Allerdings geht es nachts unangenehm laut in dem alten Gemäuer um. Es pocht, eine Stimme wispert und klagt. Russell glaubt an die Erscheinung seiner Tochter, doch als er den Geräuschen folgt, stößt er auf eine vernagelte Tür und ein Geheimzimmer, in dem vor vielen Jahren ein Kind gelebt hat. Er lässt er sich auf eine Séance ein, in deren Verlauf der Geist seinen Namen offenbart: Joseph Carmichael.

Diese Information sorgt für helle Aufregung, denn die Carmichaels gehören zur High Society der Stadt; das Oberhaupt der Familie – ebenfalls Joseph mit Vornamen – ist sogar Senator. Ursprünglich gehörte den Carmichaels das Haus, in dem nun Russell lebt. Sie sind ausgezogen, als Joseph im Alter von neun Jahren nach einem schweren Unfall in ein europäisches Sanatorium eingeliefert wurde.

Wer ist jener „Joseph“, der in dem Haus umgeht? Russell und Claire stellen Nachforschungen an. Sie kommen einem Komplott auf die Spur, das Eugene Carmichael, Josephs Vater, vor über sieben Jahrzehnten eingefädelt hat, um seiner Familie ererbtes Geld und Macht zu bewahren. Selbst vor einem Mord ist er nicht zurückgeschreckt. Nie hat jemand die Wahrheit erfahren, die Senator Carmichael zumindest ahnt. Joseph, der Geist, fordert Gerechtigkeit, sogar Rache, und Russell soll sein Sprachrohr sein. Als dieser erkennt, wie weit Joseph gehen will, sträubt er sich und fordert daraufhin einen wahrhaft unheimlichen Zorn herauf …

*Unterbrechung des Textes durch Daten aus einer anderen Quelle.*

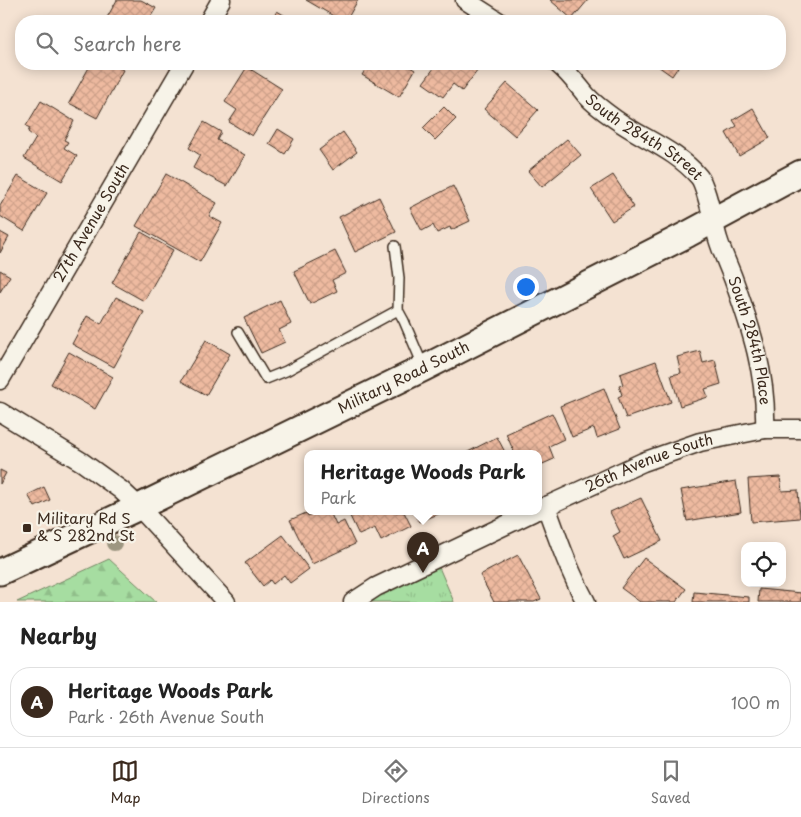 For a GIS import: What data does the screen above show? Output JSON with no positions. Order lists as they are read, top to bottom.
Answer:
{
  "streets": {
    "main road": ["Military Road South"],
    "street": [
      "South 284th Street",
      "27th Avenue South",
      "South 284th Place",
      "26th Avenue South"
    ]
  },
  "crossings": [
    ["South 284th Street", "South 284th Place"],
    ["South 284th Street", "Military Road South"],
    ["South 284th Place", "Military Road South"],
    ["South 284th Place", "26th Avenue South"]
  ],
  "places": {
    "transit": ["Military Rd S & S 282nd St"]
  },
  "page": {
    "search": "Search here",
    "popup": ["Heritage Woods Park", "Park"],
    "pins": "A",
    "heading": "Nearby",
    "list": [
      {
        "mark": "A",
        "name": "Heritage Woods Park",
        "note": "Park · 26th Avenue South",
        "value": "100 m"
      }
    ],
    "nav": ["Map", "Directions", "Saved"]
  }
}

Heim ist, wo auch der Horror ist

Das Handlungskonzept vom alten Haus, in dem ein Geist haust, stellt einen der Grundpfeiler der Phantastik dar. Der Mensch hat ihn schon früh gesetzt; vielleicht erzählte man sich schon in den Steinzeithöhlen Geistergeschichten. Denken wir an das alte Sprichwort vom Heim als Burg: Hier legt man die Waffen nieder, entspannt sich – und wird verwundbar. Die Vorstellung, genau dann & dort aufs Korn genommen zu werden, wo man sich sicher fühlt, ist erschreckend genug. Setzt man zusätzlich Feinde voraus, die sich um Gräben, Wände und verschlossene Türen nicht scheren sowie in der Dunkelheit heimisch und unsichtbar sind, steigert sich der Schrecken zur buchstäblichen Todesangst.

Diese elementare Furcht sorgt dafür, dass eine eigentlich immer gleiche Geschichte ihre Wirkung bewahren konnte. Eine wichtige Voraussetzung zur effektvollen Vermittlung ist die Schaffung einer Schnittstelle zwischen dem Leser (hier: Zuschauer) und dem armen Teufel, der in ein Geisterhaus geraten ist. In „Das Grauen“ lässt die Wirkung nicht auf sich warten: Wir sind oft mit John Russell und dem Geist im alten Carmichael-Haus allein.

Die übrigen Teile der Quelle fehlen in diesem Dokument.